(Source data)
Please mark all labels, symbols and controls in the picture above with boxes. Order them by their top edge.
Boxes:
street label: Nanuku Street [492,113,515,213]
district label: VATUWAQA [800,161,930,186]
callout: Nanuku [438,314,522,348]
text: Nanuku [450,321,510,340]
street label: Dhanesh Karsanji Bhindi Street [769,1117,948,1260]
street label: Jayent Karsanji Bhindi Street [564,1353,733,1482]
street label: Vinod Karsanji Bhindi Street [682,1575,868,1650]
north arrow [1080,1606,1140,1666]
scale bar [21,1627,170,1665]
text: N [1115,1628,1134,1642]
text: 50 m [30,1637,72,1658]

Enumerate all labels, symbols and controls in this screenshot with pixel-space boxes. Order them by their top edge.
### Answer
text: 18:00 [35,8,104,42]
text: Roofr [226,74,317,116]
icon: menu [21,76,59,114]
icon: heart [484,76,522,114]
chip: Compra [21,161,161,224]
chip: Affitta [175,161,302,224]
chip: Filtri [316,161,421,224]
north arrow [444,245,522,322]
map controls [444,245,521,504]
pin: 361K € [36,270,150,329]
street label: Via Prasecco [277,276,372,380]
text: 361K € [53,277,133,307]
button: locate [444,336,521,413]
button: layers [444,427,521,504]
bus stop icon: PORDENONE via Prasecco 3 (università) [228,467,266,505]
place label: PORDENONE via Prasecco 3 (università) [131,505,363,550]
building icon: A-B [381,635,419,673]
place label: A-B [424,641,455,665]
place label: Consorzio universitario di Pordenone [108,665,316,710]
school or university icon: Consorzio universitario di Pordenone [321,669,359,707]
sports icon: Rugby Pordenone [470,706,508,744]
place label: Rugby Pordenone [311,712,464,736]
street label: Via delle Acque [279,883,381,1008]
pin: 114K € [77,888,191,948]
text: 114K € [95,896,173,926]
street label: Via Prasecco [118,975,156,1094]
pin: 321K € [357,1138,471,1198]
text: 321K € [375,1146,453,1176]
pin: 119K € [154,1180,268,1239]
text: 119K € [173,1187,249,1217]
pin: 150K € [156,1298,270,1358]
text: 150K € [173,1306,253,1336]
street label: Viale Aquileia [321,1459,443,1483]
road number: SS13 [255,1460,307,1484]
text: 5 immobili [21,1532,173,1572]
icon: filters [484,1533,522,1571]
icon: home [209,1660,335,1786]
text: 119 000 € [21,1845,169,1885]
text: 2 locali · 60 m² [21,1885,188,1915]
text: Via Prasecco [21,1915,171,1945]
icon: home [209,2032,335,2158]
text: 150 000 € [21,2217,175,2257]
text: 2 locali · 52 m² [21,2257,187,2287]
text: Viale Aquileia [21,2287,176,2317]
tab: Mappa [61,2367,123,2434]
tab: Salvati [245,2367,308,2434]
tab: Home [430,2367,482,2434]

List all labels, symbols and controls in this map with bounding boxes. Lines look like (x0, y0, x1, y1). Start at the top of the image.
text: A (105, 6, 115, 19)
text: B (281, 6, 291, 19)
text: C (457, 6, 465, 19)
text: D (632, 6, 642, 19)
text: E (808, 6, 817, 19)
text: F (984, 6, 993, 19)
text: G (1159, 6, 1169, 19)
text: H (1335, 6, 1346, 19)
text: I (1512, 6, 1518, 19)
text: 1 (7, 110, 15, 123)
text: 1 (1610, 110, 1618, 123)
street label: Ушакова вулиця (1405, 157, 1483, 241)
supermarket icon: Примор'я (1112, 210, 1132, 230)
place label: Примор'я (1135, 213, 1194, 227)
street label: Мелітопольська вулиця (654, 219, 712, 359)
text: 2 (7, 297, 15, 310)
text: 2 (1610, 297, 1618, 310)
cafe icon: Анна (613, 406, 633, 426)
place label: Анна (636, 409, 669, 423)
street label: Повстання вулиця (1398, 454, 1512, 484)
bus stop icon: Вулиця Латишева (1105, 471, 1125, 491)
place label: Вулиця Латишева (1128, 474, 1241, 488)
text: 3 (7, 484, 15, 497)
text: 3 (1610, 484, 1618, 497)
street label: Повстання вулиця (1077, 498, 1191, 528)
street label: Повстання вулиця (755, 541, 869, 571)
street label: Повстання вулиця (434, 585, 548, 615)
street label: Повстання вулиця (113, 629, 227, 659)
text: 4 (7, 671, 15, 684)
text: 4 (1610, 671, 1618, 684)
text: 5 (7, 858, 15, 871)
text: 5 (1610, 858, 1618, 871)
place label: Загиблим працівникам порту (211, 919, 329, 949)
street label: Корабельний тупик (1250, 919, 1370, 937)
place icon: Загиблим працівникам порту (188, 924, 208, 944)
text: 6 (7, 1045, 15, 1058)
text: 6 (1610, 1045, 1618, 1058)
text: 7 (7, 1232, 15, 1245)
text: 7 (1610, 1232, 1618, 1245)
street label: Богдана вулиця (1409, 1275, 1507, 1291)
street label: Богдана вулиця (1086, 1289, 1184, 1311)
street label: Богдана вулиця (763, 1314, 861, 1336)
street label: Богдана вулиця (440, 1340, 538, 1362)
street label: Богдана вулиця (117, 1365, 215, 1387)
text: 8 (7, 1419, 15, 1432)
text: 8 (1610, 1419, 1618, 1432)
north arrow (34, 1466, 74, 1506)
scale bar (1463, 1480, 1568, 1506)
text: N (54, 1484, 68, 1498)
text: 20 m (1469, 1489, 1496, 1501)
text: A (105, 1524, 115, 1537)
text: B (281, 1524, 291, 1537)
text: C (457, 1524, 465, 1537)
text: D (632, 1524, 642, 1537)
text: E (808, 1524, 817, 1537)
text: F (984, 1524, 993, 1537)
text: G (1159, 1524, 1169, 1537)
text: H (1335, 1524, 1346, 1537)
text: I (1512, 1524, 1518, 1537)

Work instructions: Retype each record exactly, leaving nothing out.

Solution to the problem:
Please mark all labels, symbols and controls in the picture above with boxes. Order them by their top edge.
Boxes:
street label: Nanuku Street [492,113,515,213]
district label: VATUWAQA [800,161,930,186]
callout: Nanuku [438,314,522,348]
text: Nanuku [450,321,510,340]
street label: Dhanesh Karsanji Bhindi Street [769,1117,948,1260]
street label: Jayent Karsanji Bhindi Street [564,1353,733,1482]
street label: Vinod Karsanji Bhindi Street [682,1575,868,1650]
north arrow [1080,1606,1140,1666]
scale bar [21,1627,170,1665]
text: N [1115,1628,1134,1642]
text: 50 m [30,1637,72,1658]

Enumerate all labels, symbols and controls in this screenshot with pixel-space boxes. Order them by their top edge.
### Answer
text: 18:00 [35,8,104,42]
text: Roofr [226,74,317,116]
icon: menu [21,76,59,114]
icon: heart [484,76,522,114]
chip: Compra [21,161,161,224]
chip: Affitta [175,161,302,224]
chip: Filtri [316,161,421,224]
north arrow [444,245,522,322]
map controls [444,245,521,504]
pin: 361K € [36,270,150,329]
street label: Via Prasecco [277,276,372,380]
text: 361K € [53,277,133,307]
button: locate [444,336,521,413]
button: layers [444,427,521,504]
bus stop icon: PORDENONE via Prasecco 3 (università) [228,467,266,505]
place label: PORDENONE via Prasecco 3 (università) [131,505,363,550]
building icon: A-B [381,635,419,673]
place label: A-B [424,641,455,665]
place label: Consorzio universitario di Pordenone [108,665,316,710]
school or university icon: Consorzio universitario di Pordenone [321,669,359,707]
sports icon: Rugby Pordenone [470,706,508,744]
place label: Rugby Pordenone [311,712,464,736]
street label: Via delle Acque [279,883,381,1008]
pin: 114K € [77,888,191,948]
text: 114K € [95,896,173,926]
street label: Via Prasecco [118,975,156,1094]
pin: 321K € [357,1138,471,1198]
text: 321K € [375,1146,453,1176]
pin: 119K € [154,1180,268,1239]
text: 119K € [173,1187,249,1217]
pin: 150K € [156,1298,270,1358]
text: 150K € [173,1306,253,1336]
street label: Viale Aquileia [321,1459,443,1483]
road number: SS13 [255,1460,307,1484]
text: 5 immobili [21,1532,173,1572]
icon: filters [484,1533,522,1571]
icon: home [209,1660,335,1786]
text: 119 000 € [21,1845,169,1885]
text: 2 locali · 60 m² [21,1885,188,1915]
text: Via Prasecco [21,1915,171,1945]
icon: home [209,2032,335,2158]
text: 150 000 € [21,2217,175,2257]
text: 2 locali · 52 m² [21,2257,187,2287]
text: Viale Aquileia [21,2287,176,2317]
tab: Mappa [61,2367,123,2434]
tab: Salvati [245,2367,308,2434]
tab: Home [430,2367,482,2434]

List all labels, symbols and controls in this map with bounding boxes. Lines look like (x0, y0, x1, y1). Start at the top of the image.
text: A (105, 6, 115, 19)
text: B (281, 6, 291, 19)
text: C (457, 6, 465, 19)
text: D (632, 6, 642, 19)
text: E (808, 6, 817, 19)
text: F (984, 6, 993, 19)
text: G (1159, 6, 1169, 19)
text: H (1335, 6, 1346, 19)
text: I (1512, 6, 1518, 19)
text: 1 (7, 110, 15, 123)
text: 1 (1610, 110, 1618, 123)
street label: Ушакова вулиця (1405, 157, 1483, 241)
supermarket icon: Примор'я (1112, 210, 1132, 230)
place label: Примор'я (1135, 213, 1194, 227)
street label: Мелітопольська вулиця (654, 219, 712, 359)
text: 2 (7, 297, 15, 310)
text: 2 (1610, 297, 1618, 310)
cafe icon: Анна (613, 406, 633, 426)
place label: Анна (636, 409, 669, 423)
street label: Повстання вулиця (1398, 454, 1512, 484)
bus stop icon: Вулиця Латишева (1105, 471, 1125, 491)
place label: Вулиця Латишева (1128, 474, 1241, 488)
text: 3 (7, 484, 15, 497)
text: 3 (1610, 484, 1618, 497)
street label: Повстання вулиця (1077, 498, 1191, 528)
street label: Повстання вулиця (755, 541, 869, 571)
street label: Повстання вулиця (434, 585, 548, 615)
street label: Повстання вулиця (113, 629, 227, 659)
text: 4 (7, 671, 15, 684)
text: 4 (1610, 671, 1618, 684)
text: 5 (7, 858, 15, 871)
text: 5 (1610, 858, 1618, 871)
place label: Загиблим працівникам порту (211, 919, 329, 949)
street label: Корабельний тупик (1250, 919, 1370, 937)
place icon: Загиблим працівникам порту (188, 924, 208, 944)
text: 6 (7, 1045, 15, 1058)
text: 6 (1610, 1045, 1618, 1058)
text: 7 (7, 1232, 15, 1245)
text: 7 (1610, 1232, 1618, 1245)
street label: Богдана вулиця (1409, 1275, 1507, 1291)
street label: Богдана вулиця (1086, 1289, 1184, 1311)
street label: Богдана вулиця (763, 1314, 861, 1336)
street label: Богдана вулиця (440, 1340, 538, 1362)
street label: Богдана вулиця (117, 1365, 215, 1387)
text: 8 (7, 1419, 15, 1432)
text: 8 (1610, 1419, 1618, 1432)
north arrow (34, 1466, 74, 1506)
scale bar (1463, 1480, 1568, 1506)
text: N (54, 1484, 68, 1498)
text: 20 m (1469, 1489, 1496, 1501)
text: A (105, 1524, 115, 1537)
text: B (281, 1524, 291, 1537)
text: C (457, 1524, 465, 1537)
text: D (632, 1524, 642, 1537)
text: E (808, 1524, 817, 1537)
text: F (984, 1524, 993, 1537)
text: G (1159, 1524, 1169, 1537)
text: H (1335, 1524, 1346, 1537)
text: I (1512, 1524, 1518, 1537)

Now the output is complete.